As an organization that partners with several employers on strategies to recruit, hire and retain individuals and veterans with disabilities, we know that companies who prioritize disability inclusion are able to differentiate themselves from the competition, attract new customers, reduce turnover and change their corporate culture. While disability inclusion can result in people and business driven outcomes, we also recognize that change like that doesn’t happen overnight by executive decree.
For many of the employers we work with that ultimately make the decision to put resources to diversity and inclusion, the conversation often starts at the top, with senior leadership. But even after an organization makes the long-term commitment to disability inclusion, it is not until action is taken at the local, community-level that the real change starts. After all, at even the largest corporations, work is simply a collection of people, all working and living together in a community.
A CEO of a company giving a speech to the media about how their organization prioritizes disability hiring and inclusion programs is great, and you hope that vision is adopted company-wide. But those statements are irrelevant if the hiring managers at each individual location throughout the organization fail to follow through in execution. For diversity and inclusion initiatives to truly be successful, it takes a well-trained, engaged, collaborative group effort at the local community-level.
Establishing a Community Brand, One Employee at a Time
“We live in a world in which we need to share responsibility. It’s easy to say, “It’s not my child, not my community, not my world, not my problem.” Then there are those who see the need and respond. I consider these people my heroes.” – Fred Rogers
When people see a company’s employees as a reflection of their community, a community they care about, they see that company as a place they can work and a business they’d like to support. With one in four people in the U.S. living with a disability, people with disabilities should be well represented and properly supported within any employer claiming to care about inclusion.
In working with several clients, including some familiar brands such as PepsiCo, Synchrony, American Express and Aramark, we’ve learned the best ways for employers to strengthen their brand so they can effectively recruit and hire people with disabilities at the local level, is through employee training and by establishing local community partnerships.
If a company plans to engage with the disability community, it’s critical they provide training and development to help those workplace leaders and employees to integrate with and value people with disabilities. It is statistically more likely that a hiring manager in any given community will NOT have a disability. Therefore it’s imperative that a company does everything in their power to breakdown any fears, stigmas or common misconceptions those individuals might have about the disability community.
Training employees at the local, community level not only empowers and enlightens the team, it creates a more diverse and inclusive work environment, one that ultimately improves business.
For companies ready to diversify their workforce by hiring people with disabilities, putting in place the proper community supports through local partnerships is absolutely paramount to successfully recruiting, hiring and retaining individuals and veterans with disabilities.
It’s not enough for a business to simply post a job because chances are, if they aren’t perceived in their local community as an inclusive, employer of choice for people with disabilities, it’s likely their qualified candidate pool will look rather thin – often due to a lack of self-disclosure from fear the employer is discriminatory in their hiring practices.
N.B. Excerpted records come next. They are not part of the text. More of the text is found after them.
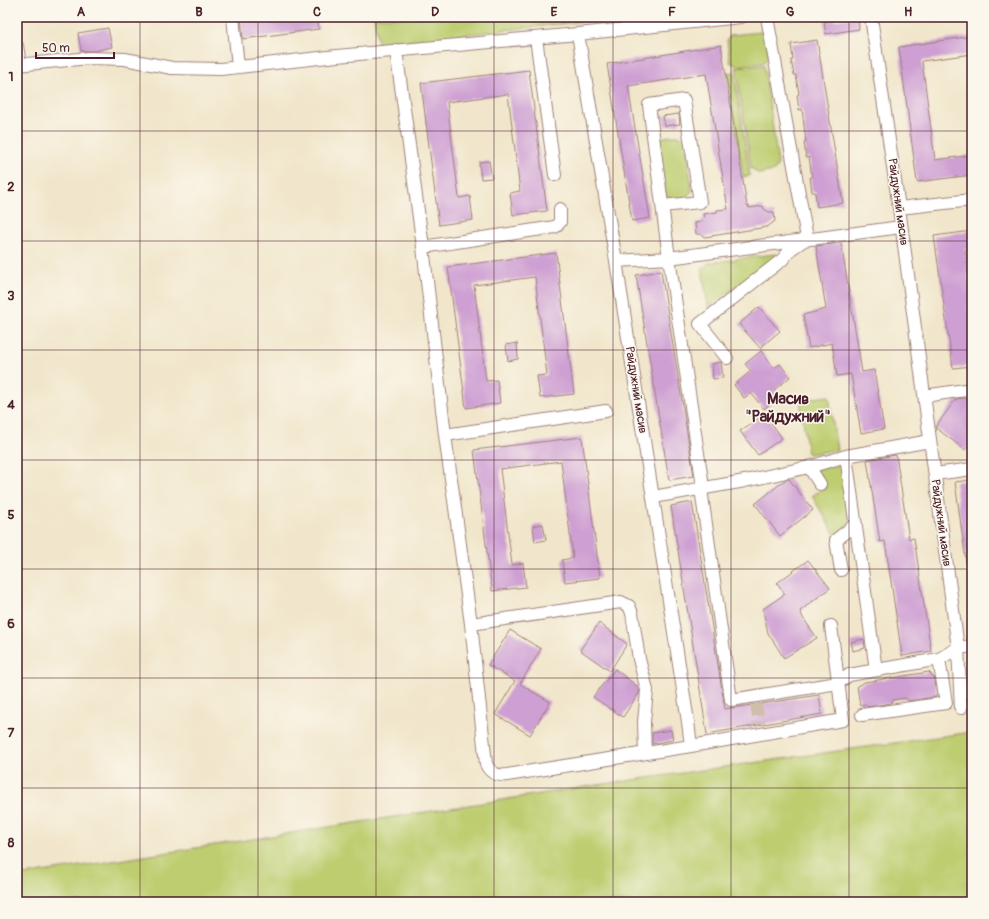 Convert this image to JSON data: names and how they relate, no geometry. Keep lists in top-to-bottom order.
{
  "streets": {
    "street": ["Райдужний масив"]
  },
  "districts": ["Масив \"Райдужний\""],
  "scale_bar": "50 m",
  "grid": {
    "columns": [
      "A",
      "B",
      "C",
      "D",
      "E",
      "F",
      "G",
      "H"
    ],
    "rows": [
      "1",
      "2",
      "3",
      "4",
      "5",
      "6",
      "7",
      "8"
    ]
  }
}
To combat this, employers looking to hire people with disabilities must engage with local talent partners at the community-level.
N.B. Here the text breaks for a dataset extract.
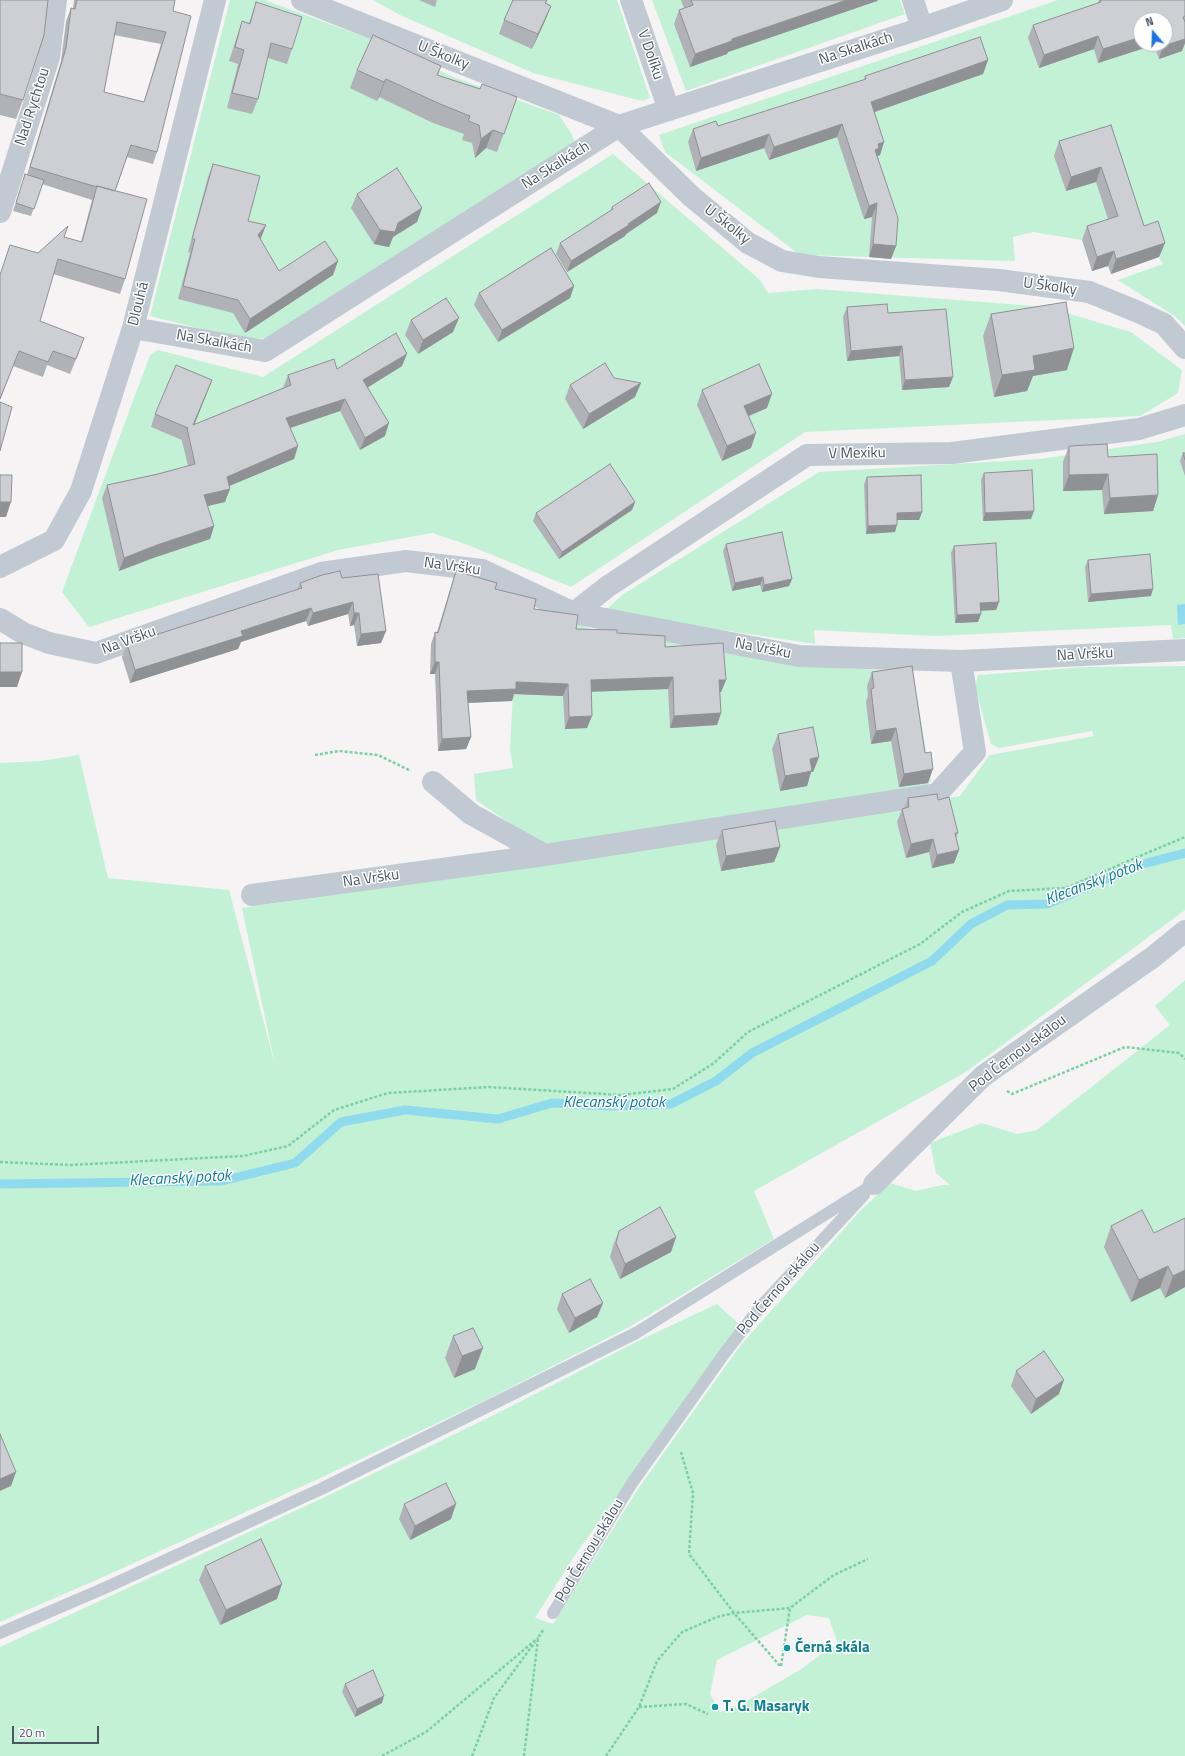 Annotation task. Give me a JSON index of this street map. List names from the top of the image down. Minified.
{"streets":{"street":["Na Skalkách","V Dolíku","U Školky","Nad Rychtou","Dlouhá","V Mexiku","Na Vršku","Pod Černou skálou"]},"crossings":[["Na Skalkách","V Dolíku"],["Na Skalkách","U Školky"],["Na Skalkách","Dlouhá"],["V Mexiku","Na Vršku"]],"water":["Klecanský potok"],"places":["Černá skála","T. G. Masaryk"],"scale_bar":"20 m","north":"top"}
We work with companies to help them identify and build these talent partnership groups but for the disability community, we know these organizations very well. Talent partners include veteran’s groups, local colleges and universities, city governments, state workforce agencies, vocational rehabilitation providers and community organizations who provide services to individuals and veterans with disabilities. Among specific common groups found in cities across the country, we often will establish talent partnerships with the state-level Department Veterans Affairs, Goodwill, Easter Seals, Wounded Warriors, U.S. Vets, and many more.
These organizations typically operate in a particular geography and through their efforts, they have established a significant level of trust within the disability community. By partnering with community talent partners, employers can position themselves as a business that people with disabilities can work for and one they’d like to support.
Senior executives for large employers must take the first steps by setting forth a vision to achieve disability inclusion across the organization. But a vision only goes so far as the success of any disability inclusion initiative hinges on the ability to organize and create change at the community-level.